I have written about my intuition that children’s mandala drawing around age 3 supports a child’s development/refinement of a sense of self: the calibration of the movements of the body, and the realization that these abilities can be directed by the personal will toward desired goals. (Creating Mandalas, Rev., 2010, Boston: Shambhala) I believe that creating mandalas consolidates body image for preschoolers. It is part of their natural development to use creating mandalas for this purpose.

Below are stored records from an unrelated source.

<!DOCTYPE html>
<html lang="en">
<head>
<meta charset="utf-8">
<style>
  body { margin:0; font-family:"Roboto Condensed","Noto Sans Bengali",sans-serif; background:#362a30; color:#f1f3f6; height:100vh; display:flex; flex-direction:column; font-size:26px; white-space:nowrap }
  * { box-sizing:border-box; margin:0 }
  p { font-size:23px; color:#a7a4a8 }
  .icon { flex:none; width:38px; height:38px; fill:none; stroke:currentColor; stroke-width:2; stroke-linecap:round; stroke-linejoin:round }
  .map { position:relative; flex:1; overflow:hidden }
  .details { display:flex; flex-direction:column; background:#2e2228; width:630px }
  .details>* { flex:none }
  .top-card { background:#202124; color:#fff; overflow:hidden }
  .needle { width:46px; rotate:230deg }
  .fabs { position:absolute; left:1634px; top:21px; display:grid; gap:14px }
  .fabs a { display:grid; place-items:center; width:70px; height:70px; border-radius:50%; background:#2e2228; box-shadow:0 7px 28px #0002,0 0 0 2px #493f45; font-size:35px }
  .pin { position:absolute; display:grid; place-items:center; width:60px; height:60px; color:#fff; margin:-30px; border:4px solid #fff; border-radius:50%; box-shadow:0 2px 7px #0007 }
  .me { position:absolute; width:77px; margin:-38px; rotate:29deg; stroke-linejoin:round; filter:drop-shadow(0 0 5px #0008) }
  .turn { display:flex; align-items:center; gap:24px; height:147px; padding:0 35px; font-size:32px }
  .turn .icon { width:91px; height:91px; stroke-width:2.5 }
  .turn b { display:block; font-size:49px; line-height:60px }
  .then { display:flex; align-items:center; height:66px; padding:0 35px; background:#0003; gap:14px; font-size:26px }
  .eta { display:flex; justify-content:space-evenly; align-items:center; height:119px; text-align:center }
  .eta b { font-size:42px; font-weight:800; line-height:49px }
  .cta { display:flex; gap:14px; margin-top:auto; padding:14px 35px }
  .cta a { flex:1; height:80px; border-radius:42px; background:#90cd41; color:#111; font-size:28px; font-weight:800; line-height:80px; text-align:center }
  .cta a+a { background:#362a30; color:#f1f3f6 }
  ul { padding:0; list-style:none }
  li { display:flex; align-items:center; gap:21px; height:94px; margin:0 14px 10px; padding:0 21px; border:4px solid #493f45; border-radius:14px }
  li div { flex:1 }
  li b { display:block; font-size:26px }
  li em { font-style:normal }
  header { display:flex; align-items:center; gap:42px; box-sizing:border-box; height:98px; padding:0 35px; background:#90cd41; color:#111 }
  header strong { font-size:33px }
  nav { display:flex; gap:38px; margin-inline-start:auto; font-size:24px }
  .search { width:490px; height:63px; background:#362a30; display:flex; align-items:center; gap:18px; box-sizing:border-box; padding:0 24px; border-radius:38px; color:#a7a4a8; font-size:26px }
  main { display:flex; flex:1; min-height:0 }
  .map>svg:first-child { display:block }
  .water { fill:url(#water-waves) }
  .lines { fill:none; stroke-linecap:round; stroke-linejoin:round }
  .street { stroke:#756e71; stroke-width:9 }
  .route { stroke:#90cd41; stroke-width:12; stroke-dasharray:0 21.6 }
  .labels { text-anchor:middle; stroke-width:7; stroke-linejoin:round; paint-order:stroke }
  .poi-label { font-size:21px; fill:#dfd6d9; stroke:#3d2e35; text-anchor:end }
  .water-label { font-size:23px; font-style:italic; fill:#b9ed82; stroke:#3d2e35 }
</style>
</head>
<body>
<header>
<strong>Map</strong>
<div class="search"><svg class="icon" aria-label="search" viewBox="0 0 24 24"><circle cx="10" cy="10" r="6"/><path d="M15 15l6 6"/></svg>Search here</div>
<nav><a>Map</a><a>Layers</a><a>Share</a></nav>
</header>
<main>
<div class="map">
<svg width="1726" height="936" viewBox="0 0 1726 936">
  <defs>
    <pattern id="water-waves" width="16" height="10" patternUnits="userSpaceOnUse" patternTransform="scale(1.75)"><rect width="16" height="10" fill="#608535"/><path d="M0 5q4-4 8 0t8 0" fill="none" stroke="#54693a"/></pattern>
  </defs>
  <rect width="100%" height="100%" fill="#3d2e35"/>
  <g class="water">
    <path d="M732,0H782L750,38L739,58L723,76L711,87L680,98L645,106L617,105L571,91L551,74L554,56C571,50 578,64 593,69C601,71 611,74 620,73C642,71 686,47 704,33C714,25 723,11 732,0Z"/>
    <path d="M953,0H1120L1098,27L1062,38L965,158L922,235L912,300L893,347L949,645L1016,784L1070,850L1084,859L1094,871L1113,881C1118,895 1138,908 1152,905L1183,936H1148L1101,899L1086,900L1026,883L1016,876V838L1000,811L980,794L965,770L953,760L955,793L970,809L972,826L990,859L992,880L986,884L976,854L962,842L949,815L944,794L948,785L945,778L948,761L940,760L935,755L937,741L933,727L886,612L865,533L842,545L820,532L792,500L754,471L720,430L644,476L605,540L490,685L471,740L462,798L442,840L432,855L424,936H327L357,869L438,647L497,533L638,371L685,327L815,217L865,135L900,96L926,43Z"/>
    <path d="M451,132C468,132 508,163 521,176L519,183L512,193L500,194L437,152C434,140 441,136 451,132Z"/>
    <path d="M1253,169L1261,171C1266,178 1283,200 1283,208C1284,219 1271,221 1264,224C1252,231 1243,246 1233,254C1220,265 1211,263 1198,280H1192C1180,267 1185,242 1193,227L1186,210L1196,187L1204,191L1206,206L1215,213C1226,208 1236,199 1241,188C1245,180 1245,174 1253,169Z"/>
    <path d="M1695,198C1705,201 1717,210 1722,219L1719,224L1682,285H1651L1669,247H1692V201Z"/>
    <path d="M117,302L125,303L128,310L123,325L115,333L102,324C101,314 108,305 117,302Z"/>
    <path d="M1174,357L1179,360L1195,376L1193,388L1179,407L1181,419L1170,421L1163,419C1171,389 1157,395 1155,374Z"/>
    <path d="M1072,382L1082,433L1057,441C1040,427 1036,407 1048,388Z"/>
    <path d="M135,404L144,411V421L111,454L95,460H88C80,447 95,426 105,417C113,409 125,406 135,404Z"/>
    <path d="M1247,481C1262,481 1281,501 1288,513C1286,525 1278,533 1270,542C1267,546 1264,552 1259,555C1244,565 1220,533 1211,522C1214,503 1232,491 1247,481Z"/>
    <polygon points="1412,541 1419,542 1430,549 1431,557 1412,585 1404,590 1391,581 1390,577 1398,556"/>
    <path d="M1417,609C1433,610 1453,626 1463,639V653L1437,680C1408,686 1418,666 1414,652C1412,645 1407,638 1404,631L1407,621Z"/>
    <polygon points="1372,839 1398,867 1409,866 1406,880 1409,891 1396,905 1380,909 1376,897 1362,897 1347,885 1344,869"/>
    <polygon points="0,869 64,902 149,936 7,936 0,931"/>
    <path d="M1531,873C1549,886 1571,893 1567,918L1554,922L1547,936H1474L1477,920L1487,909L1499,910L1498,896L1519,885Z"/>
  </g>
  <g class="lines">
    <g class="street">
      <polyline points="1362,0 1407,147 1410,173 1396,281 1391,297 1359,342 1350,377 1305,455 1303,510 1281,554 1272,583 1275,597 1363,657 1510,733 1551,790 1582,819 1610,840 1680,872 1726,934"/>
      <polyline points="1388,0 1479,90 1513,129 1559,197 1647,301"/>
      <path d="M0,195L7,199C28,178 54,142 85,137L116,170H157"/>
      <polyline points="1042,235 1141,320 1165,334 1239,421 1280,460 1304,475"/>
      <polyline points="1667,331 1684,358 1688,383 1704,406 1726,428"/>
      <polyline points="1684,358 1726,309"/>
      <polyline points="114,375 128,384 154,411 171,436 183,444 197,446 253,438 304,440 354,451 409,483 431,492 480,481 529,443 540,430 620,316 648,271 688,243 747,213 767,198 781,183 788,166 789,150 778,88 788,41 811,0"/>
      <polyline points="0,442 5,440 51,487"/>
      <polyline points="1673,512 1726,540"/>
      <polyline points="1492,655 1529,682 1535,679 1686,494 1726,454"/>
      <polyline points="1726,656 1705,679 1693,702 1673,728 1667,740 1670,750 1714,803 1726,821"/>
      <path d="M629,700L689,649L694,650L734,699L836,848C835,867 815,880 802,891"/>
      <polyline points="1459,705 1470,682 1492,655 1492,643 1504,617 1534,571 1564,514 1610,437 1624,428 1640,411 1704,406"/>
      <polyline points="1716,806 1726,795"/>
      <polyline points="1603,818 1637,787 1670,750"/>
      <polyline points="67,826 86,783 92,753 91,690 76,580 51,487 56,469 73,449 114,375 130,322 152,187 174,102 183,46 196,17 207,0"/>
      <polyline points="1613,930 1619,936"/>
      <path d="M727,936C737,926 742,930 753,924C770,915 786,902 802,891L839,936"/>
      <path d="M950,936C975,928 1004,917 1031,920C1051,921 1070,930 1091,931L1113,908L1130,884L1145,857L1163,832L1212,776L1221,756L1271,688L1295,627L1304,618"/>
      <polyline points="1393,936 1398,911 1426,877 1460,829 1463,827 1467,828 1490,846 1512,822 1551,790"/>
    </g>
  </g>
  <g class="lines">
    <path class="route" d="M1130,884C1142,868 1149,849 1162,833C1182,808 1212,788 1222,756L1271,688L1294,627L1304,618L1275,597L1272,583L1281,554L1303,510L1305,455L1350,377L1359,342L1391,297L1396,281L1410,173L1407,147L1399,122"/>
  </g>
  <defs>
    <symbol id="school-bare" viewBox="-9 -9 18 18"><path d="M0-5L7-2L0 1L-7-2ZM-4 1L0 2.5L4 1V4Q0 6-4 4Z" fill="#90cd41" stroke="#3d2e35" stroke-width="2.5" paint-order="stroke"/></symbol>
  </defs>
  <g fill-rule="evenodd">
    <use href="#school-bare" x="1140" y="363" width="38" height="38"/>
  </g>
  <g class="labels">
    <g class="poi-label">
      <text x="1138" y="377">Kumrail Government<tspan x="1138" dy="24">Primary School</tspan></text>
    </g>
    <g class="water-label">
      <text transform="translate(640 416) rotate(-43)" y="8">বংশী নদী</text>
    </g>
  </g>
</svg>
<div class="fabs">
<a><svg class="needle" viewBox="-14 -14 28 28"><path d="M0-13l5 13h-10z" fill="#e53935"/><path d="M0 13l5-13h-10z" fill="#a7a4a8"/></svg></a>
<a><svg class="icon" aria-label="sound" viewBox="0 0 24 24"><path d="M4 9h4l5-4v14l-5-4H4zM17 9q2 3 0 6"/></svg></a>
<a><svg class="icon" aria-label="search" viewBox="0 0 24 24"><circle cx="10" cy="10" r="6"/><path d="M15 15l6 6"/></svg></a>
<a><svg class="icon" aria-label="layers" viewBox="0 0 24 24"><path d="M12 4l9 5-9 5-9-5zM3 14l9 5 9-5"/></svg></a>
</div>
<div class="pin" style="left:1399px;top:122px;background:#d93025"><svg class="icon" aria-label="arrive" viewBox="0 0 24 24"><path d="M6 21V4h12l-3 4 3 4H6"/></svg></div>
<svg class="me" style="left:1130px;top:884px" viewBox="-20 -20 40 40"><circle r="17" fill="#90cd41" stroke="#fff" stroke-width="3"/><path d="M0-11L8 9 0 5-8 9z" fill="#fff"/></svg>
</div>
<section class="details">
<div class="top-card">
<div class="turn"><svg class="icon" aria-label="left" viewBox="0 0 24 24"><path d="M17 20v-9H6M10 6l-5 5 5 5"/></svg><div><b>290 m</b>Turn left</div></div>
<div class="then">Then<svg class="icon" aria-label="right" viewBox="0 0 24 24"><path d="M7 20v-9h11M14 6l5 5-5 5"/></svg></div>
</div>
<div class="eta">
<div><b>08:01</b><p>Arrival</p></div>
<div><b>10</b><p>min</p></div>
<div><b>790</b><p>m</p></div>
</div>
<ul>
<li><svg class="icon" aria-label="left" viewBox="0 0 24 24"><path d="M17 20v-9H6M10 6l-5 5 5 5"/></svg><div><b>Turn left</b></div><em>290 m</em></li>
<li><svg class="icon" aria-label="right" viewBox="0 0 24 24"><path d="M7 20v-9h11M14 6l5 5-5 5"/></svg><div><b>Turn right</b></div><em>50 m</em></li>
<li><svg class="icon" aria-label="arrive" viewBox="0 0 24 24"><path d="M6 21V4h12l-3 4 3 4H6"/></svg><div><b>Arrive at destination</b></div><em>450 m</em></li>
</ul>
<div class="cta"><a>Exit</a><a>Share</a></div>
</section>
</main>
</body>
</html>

Jung observed that his patients created mandalas during times of psychological disorientation. I have been told of psychiatric patients who spontaneously created mandalas as their psychosis cleared. It seems likely that in cases such as these the sense of self—even to the level of the body image—is disturbed, and that creating mandalas is indeed a part of recovering or renewing the body image. So the mandalas that we create for insight, healing, and self-expression also engage us in the moment to moment flow of sensory information that tells us what, where, and who we are.
Tuesday, March 12, 2013
Confession
I must confess that I am behind creating my monthly mandalas for 2013. I have plenty of material, but how to attach it to the board was my challenge. Then I remembered a technique I learned recently at a bonsai workshop when I was re-potting my bonsai forest. Cut a length of chopstick, wrap wire around it a couple of turns, insert ends of wire through hole in the pot (or board, in my situation). Then wrap the wire around the tree, etc., that needs to be secured. It works! I use aluminum wire. It is cheap and flexible. So, now I have January mandala completed.
Friday, March 1, 2013
Mandala 2013. I have a new mandala project for 2013. I will create one mandala a month, reflecting my own neighborhood walk near Decatur, Georgia. A couple of times each week, I walk around the block where my house is. I circumambulate a moving mandala around my home. I am collecting things that catch my eye as I walk. The collection for each month will be used to create a mandala on a 14" x 14" piece of plywood. I am using leftover bits of house paint to prime the pieces of wood. I had holes drilled in the wood so I can attach things with wire, string,or who knows what. I pick up whatever catches my eye: natural, man made. Trash. Nothing gooey. I also allow myself to include a photo of something transitory in bloom or color. Like my cherry tree just bloomed in magenta. That had to be included in the February mandala. So far I haven't picked up any cigarette butts. Some kind of "yuck" factor that stops me. I have picked up pieces of wood, paper, shiny snack package bits, broken toilet pieces, pine cones, empty squashed beer and soda cans. I enjoy the paper that is made when the weekly newspaper gets wet in the rain, and people drive their cars over it coming and going from their drive ways. The resulting paper has interesting tire tread patterns stamped into it. At the end of the year, I will assemble all of these singular mandalas to create one large circle of 12 mandalas: a mandala of the year, or "Mandala 2013." I will invite people to come see it and walk my year by circling these mandalas arranged in a circle.